--- INFORMATION PROVIDED ---

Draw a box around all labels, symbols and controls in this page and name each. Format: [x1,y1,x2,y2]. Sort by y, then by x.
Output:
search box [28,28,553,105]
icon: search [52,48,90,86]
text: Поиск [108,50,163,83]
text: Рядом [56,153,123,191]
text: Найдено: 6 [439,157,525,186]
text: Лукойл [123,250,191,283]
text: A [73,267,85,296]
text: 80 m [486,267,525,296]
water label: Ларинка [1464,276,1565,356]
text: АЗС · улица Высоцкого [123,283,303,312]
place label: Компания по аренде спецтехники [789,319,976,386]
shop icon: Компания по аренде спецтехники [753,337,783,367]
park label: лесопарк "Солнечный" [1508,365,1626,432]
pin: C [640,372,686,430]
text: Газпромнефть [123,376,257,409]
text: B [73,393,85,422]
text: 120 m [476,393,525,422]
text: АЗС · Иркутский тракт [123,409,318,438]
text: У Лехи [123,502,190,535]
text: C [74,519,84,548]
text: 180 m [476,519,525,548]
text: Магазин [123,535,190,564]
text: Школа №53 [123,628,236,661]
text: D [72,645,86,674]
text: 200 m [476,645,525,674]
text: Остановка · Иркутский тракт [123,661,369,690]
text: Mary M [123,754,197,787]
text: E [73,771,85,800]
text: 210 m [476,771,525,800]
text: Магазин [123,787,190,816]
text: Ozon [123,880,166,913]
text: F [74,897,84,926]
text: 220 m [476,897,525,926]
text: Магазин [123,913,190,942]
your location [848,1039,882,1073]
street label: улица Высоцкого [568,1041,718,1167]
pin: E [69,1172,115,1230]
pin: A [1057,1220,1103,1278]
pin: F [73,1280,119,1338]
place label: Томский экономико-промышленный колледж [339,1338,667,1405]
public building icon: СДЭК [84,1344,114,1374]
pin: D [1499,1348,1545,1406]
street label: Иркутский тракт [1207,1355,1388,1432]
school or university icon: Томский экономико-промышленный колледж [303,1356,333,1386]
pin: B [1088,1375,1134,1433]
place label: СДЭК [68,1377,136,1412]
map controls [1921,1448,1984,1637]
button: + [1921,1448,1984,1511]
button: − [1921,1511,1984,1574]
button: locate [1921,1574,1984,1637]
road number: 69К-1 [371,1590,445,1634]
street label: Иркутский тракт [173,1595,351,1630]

---

WORK INSTRUCTION:
For each line in the records that contains the word "street", make a copy.

ANSWER:
street label: улица Высоцкого [568,1041,718,1167]
street label: Иркутский тракт [1207,1355,1388,1432]
street label: Иркутский тракт [173,1595,351,1630]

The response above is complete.